**Task to carry out:** Would you copy the lines below exactly and omit the images?
*** Opening of Available records ***
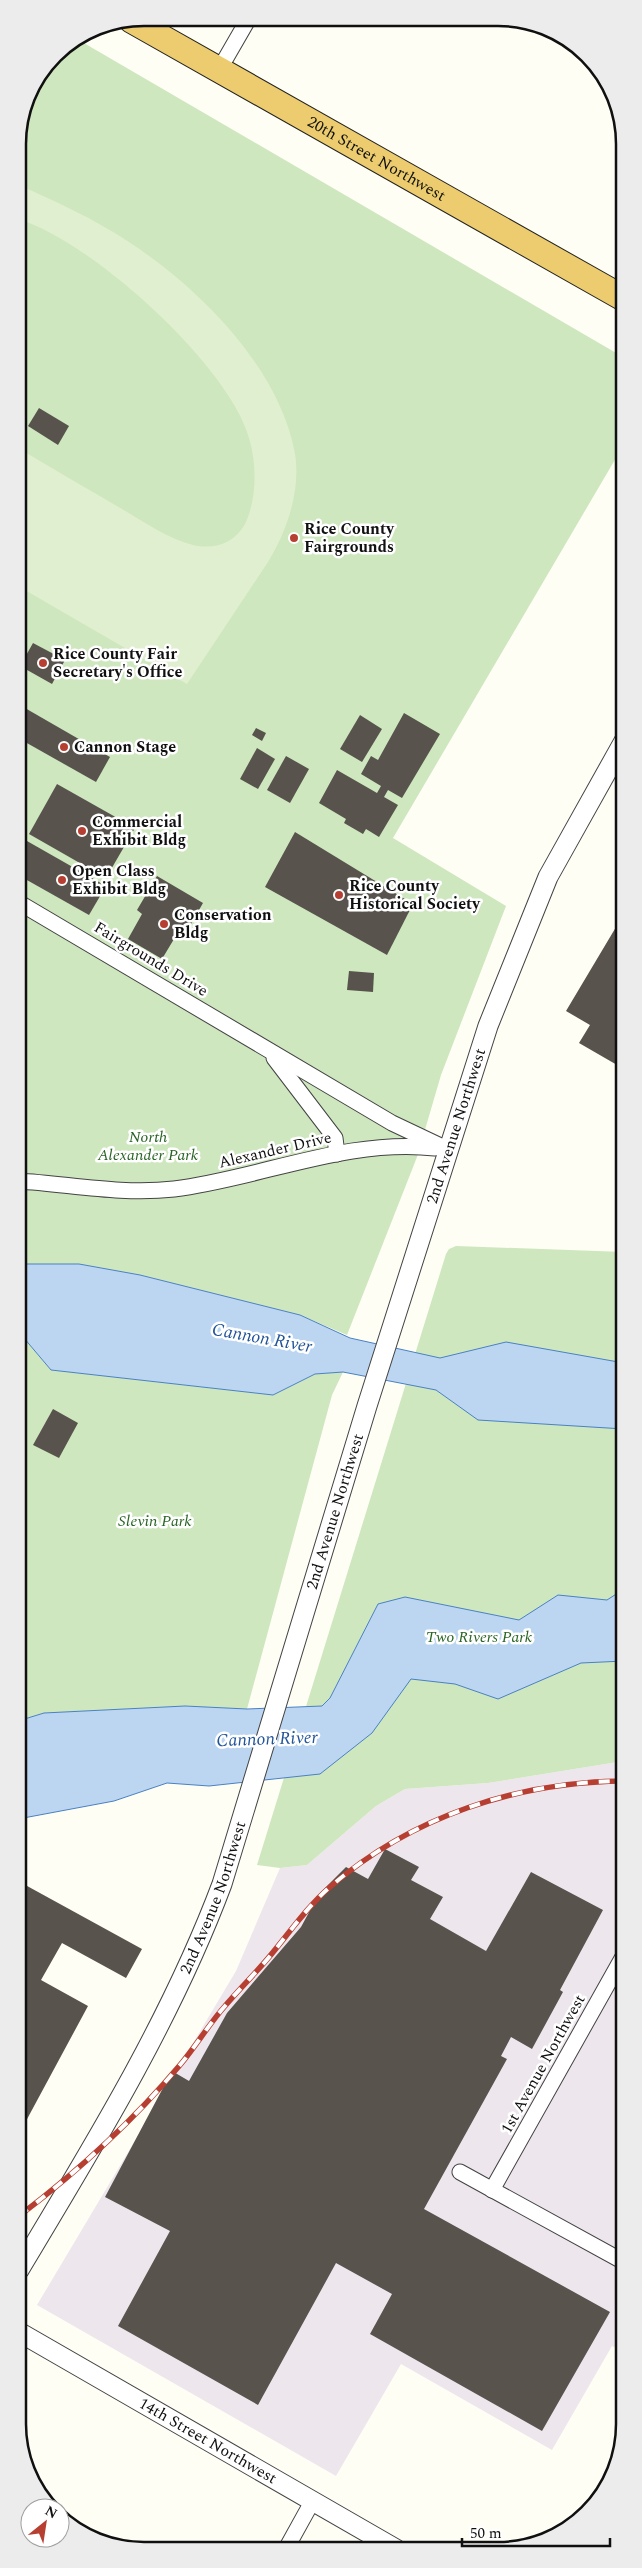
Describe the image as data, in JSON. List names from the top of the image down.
{
  "streets": {
    "highway": ["20th Street Northwest"],
    "street": [
      "Fairgrounds Drive",
      "2nd Avenue Northwest",
      "Alexander Drive",
      "1st Avenue Northwest",
      "14th Street Northwest"
    ]
  },
  "crossings": [
    ["Fairgrounds Drive", "2nd Avenue Northwest"],
    ["Fairgrounds Drive", "Alexander Drive"],
    ["2nd Avenue Northwest", "Alexander Drive"]
  ],
  "water": ["Cannon River"],
  "parks": ["North Alexander Park", "Slevin Park", "Two Rivers Park"],
  "places": [
    "Rice County Fairgrounds",
    "Rice County Fair Secretary's Office",
    "Cannon Stage",
    "Commercial Exhibit Bldg",
    "Open Class Exhibit Bldg",
    "Rice County Historical Society",
    "Conservation Bldg"
  ],
  "scale_bar": "50 m",
  "north": "top right"
}
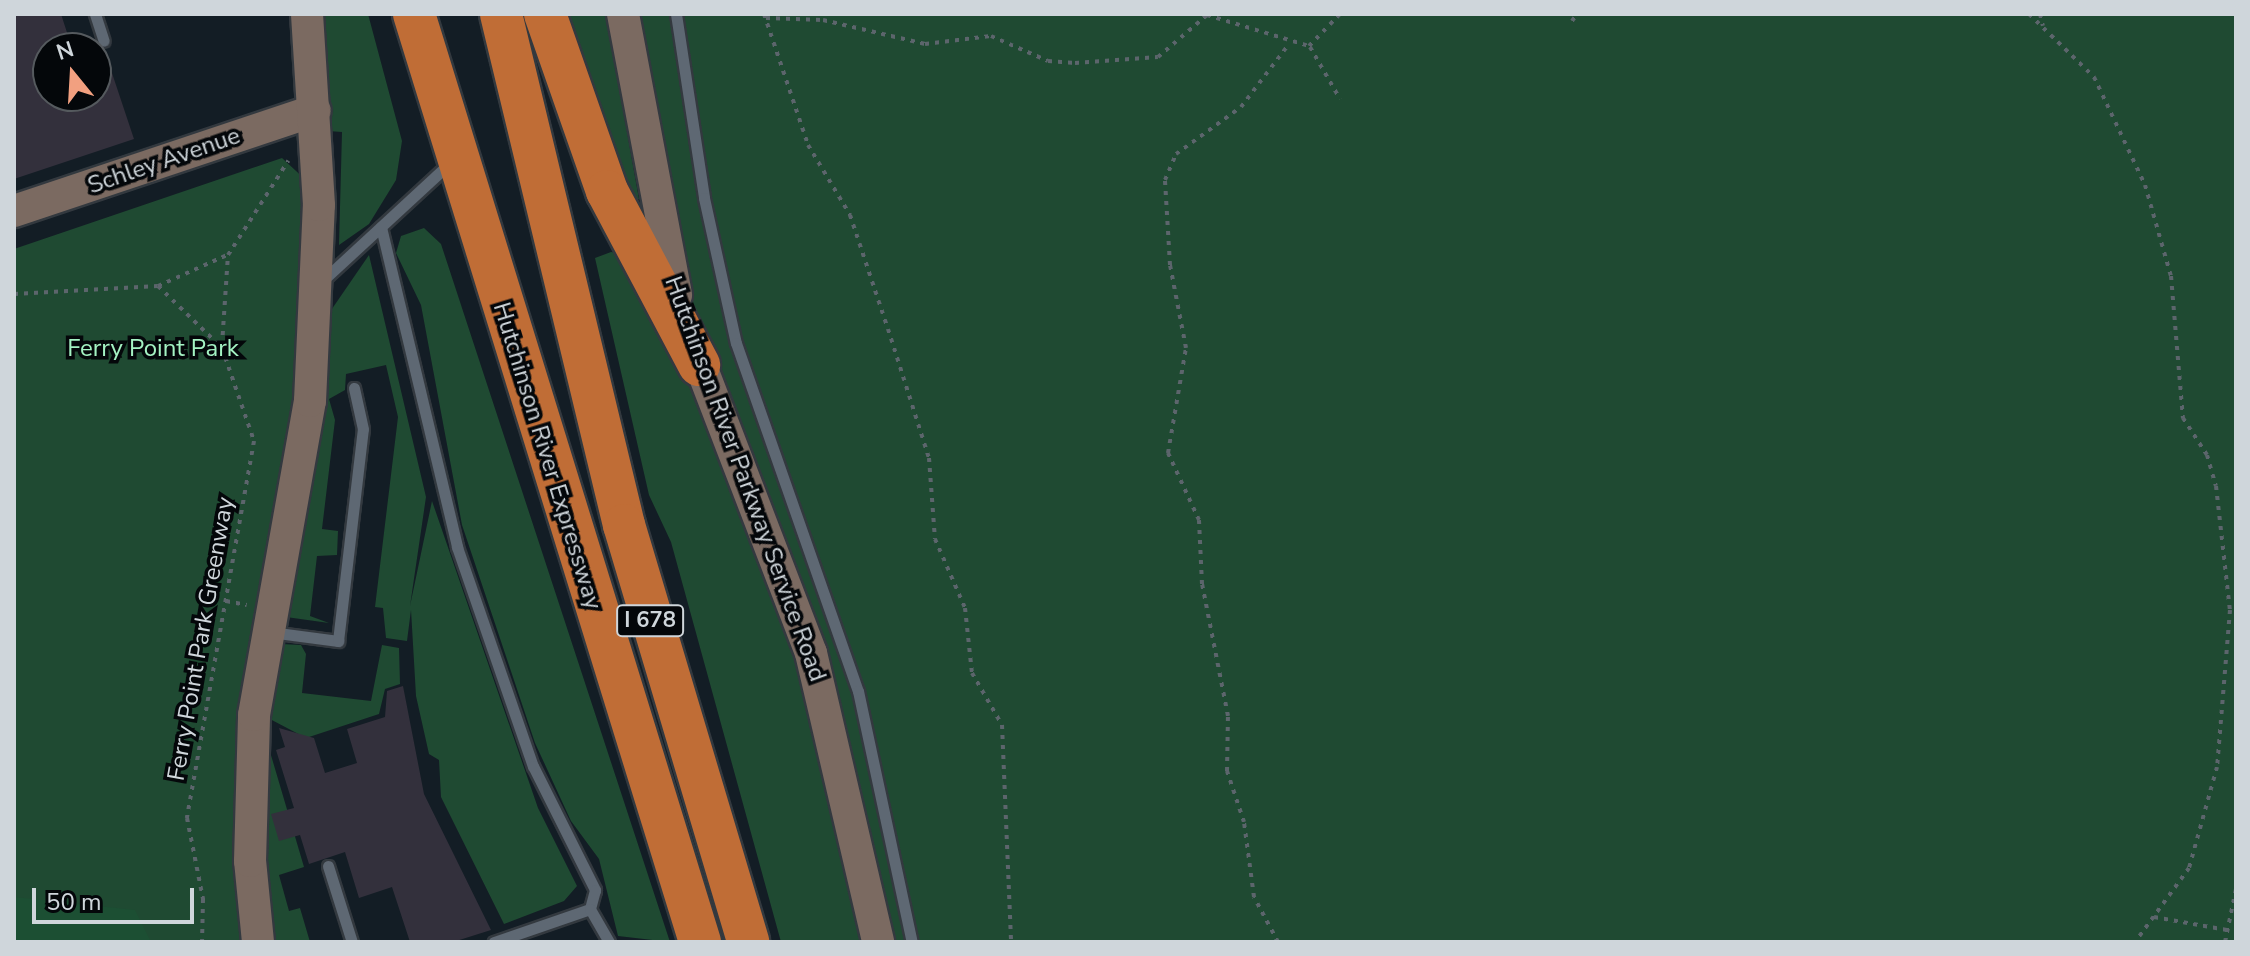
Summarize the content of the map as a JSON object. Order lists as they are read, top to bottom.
{
  "streets": {
    "highway": ["Hutchinson River Expressway", "I 678"],
    "street": ["Schley Avenue", "Hutchinson River Parkway Service Road"],
    "path": ["Ferry Point Park Greenway"]
  },
  "parks": ["Ferry Point Park"],
  "scale_bar": "50 m",
  "north": "top"
}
*** Close of Available records ***
**Expected output:**
Describe the image as data, in JSON. List names from the top of the image down.
{
  "streets": {
    "highway": ["20th Street Northwest"],
    "street": [
      "Fairgrounds Drive",
      "2nd Avenue Northwest",
      "Alexander Drive",
      "1st Avenue Northwest",
      "14th Street Northwest"
    ]
  },
  "crossings": [
    ["Fairgrounds Drive", "2nd Avenue Northwest"],
    ["Fairgrounds Drive", "Alexander Drive"],
    ["2nd Avenue Northwest", "Alexander Drive"]
  ],
  "water": ["Cannon River"],
  "parks": ["North Alexander Park", "Slevin Park", "Two Rivers Park"],
  "places": [
    "Rice County Fairgrounds",
    "Rice County Fair Secretary's Office",
    "Cannon Stage",
    "Commercial Exhibit Bldg",
    "Open Class Exhibit Bldg",
    "Rice County Historical Society",
    "Conservation Bldg"
  ],
  "scale_bar": "50 m",
  "north": "top right"
}
Summarize the content of the map as a JSON object. Order lists as they are read, top to bottom.
{
  "streets": {
    "highway": ["Hutchinson River Expressway", "I 678"],
    "street": ["Schley Avenue", "Hutchinson River Parkway Service Road"],
    "path": ["Ferry Point Park Greenway"]
  },
  "parks": ["Ferry Point Park"],
  "scale_bar": "50 m",
  "north": "top"
}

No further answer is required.